Avec un arrière-goût amer d’échec, de ne pas être allée au bout de son désir.

Dans ce Nouveau Monde qu’elle découvrit avec crainte et enthousiasme tant il différait de ce qu’elle avait connu pendant sa jeunesse, elle trouva vite sa place et reprit d’autres combats aux côtés des minorités noire et hispano.  Elle milita surtout en faveur des droits civiques et du droit des femmes à l’égalité économique et politique.
Une femme de combat.

Non seulement je l’admirais mais en plus on disait aussi que je lui ressemblais. Pas seulement au physique mais surtout dans le rapport à ma condition de femme, le manque de considération des machos, les humiliations dont souffrent d’abord les plus faibles. Je ne pouvais que la comparer à ma mère qui resta toujours dans son ombre, ombre elle-même qui s’effaçait derrière la forte personnalité de sa mère. Elle aurait pu reporter sur moi sa tendresse brimée, mais non, Je ne l’ai jamais intéressée, d’ailleurs elle ne s’intéressait pas à grand-chose,  et elle m’a rapidement abandonnée. Quant à mon père…

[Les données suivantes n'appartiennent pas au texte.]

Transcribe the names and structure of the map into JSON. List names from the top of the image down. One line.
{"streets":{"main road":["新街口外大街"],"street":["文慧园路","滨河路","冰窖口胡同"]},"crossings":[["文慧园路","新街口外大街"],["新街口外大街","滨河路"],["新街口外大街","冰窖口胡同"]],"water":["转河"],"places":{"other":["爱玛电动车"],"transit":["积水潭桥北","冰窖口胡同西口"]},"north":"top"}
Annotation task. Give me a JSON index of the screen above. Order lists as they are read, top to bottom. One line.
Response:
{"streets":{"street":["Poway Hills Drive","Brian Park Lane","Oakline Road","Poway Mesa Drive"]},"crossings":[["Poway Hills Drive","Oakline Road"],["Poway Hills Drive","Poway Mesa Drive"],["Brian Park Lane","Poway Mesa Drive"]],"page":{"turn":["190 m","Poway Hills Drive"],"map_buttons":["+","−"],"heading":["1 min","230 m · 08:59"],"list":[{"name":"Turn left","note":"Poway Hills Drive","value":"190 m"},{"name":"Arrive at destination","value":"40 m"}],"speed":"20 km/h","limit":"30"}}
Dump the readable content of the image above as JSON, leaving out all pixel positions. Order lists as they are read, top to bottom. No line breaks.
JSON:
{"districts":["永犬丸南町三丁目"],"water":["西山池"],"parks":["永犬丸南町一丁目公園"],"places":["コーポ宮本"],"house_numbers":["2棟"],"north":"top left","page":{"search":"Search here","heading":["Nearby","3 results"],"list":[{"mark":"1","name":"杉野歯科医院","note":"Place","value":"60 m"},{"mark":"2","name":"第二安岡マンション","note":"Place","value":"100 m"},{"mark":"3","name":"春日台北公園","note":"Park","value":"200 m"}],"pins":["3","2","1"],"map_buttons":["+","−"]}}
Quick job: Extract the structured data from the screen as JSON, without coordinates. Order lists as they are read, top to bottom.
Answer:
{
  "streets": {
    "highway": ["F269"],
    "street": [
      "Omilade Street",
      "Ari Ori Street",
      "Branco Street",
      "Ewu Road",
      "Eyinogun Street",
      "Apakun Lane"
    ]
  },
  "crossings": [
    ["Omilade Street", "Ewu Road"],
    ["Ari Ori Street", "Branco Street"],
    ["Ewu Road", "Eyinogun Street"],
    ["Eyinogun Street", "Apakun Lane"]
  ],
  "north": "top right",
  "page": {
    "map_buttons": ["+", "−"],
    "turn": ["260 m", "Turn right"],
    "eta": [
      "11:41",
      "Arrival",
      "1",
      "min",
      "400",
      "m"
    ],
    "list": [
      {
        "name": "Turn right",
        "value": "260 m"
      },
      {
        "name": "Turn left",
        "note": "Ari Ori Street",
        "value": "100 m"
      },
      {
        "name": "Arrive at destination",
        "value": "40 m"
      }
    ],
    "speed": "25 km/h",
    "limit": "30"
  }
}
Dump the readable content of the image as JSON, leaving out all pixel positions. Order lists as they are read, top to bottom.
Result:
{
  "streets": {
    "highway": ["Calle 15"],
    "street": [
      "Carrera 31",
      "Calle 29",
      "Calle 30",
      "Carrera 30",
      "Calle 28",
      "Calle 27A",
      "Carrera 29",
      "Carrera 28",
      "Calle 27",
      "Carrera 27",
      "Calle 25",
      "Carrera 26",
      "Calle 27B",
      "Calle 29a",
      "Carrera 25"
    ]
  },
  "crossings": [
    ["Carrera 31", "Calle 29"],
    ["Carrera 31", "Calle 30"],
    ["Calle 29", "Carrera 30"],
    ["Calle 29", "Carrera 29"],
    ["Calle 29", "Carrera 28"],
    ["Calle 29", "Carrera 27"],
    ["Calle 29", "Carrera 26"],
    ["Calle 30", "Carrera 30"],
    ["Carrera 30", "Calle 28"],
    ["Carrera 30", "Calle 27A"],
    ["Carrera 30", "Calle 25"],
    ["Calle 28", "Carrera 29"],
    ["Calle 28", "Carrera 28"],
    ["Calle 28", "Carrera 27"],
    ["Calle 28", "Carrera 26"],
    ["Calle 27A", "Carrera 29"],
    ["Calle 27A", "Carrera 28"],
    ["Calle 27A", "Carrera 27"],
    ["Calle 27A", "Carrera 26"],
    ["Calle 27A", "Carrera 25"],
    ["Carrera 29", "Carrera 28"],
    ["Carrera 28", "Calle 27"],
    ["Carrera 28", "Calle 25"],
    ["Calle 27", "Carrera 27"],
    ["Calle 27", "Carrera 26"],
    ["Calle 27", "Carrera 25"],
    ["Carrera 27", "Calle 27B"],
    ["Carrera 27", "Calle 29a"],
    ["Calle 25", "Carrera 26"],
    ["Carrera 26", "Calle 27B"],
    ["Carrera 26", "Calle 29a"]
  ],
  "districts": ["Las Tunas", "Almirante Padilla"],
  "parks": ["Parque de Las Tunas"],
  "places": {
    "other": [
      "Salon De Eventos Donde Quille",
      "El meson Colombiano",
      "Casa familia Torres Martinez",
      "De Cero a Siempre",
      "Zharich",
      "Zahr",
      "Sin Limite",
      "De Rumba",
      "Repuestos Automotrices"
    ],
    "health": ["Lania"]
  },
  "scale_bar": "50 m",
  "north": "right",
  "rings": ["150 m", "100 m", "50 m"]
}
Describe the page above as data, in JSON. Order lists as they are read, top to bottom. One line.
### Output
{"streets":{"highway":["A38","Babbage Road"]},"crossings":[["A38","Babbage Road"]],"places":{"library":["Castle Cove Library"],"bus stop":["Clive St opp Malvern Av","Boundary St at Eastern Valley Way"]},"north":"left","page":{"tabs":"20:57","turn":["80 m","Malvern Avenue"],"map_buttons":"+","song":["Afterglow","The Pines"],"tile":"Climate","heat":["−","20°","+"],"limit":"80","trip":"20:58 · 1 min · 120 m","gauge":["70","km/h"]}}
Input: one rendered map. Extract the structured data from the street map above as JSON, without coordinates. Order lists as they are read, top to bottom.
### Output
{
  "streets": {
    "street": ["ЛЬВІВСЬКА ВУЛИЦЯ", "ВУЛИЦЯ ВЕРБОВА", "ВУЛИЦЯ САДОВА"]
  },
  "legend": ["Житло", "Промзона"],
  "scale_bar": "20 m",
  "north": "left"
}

Comme beaucoup d’enfants dans mon cas, j’ai été trimbalée d’institutions en familles d’accueil, déracinée, sans relations suivies qui auraient pu me stabiliser et me donner quelques certitudes. Et bien sûr,  cette situation m’a durablement marquée.

Mais croyez pas davantage qu’elle m’ait traumatisée. J’ai fait de bonnes études, d’excellentes même, m’installant à Paris pour m’inscrire à la Sorbonne, menant la vie studieuse de beaucoup d’étudiants. Mais il m’en restait quelque chose, une retenue, une méfiance vis-à-vis des autres. Je restais repliée sur moi-même, assez isolée entre mes cours, la fréquentation de la bibliothèque et d’une association féministe. Réduite la distance qui me séparait des autres, me paraissait insurmontable.
 
Le déclic me viendra d’une rencontre avec des militants, la découverte de la solidarité, des rapports simples et détendus, naturels en quelque sorte. J’ai été attirée comme un aimant, un certaine curiosité au début, un certain retrait comme à mon habitude mais ils m’ont accueillie sans méfiance, sans me poser de questions. Comme si on se connaissait depuis toujours.

Tout de suite, j’ai participé à un groupe de soutien aux étudiants étrangers, à une cantine commune pour les plus démunis. Période exaltante où, en petits commandos, on allait dans les magasins, sur les marchés discuter avec les responsables, avec les commerçants pour récupérer les produits invendables, déclassés, les vêtements démodés… tout ce que la société de consommation considérait comme des déchets bons à jeter. Pour la première fois, j’avais vraiment l’impression d’être utile.

J’ai appris ainsi à m’imposer, moi la timide, la réservée,  souvent repliée sue moi-même, à me frotter à des gens avec qui je devais négocier. Cette famille comblait mes vides, je m’y sentais bien, moins oppressée en tout cas.
Et puis, j’ai bien roulé ma bosse comme on dit, à l’université de Columbia puis à celle de Montréal au Canada avant de revenir en France, de retrouver plusieurs copains et mes marques dans ce pays qui me paraissait plutôt mélancolique, plutôt centré sur son passé.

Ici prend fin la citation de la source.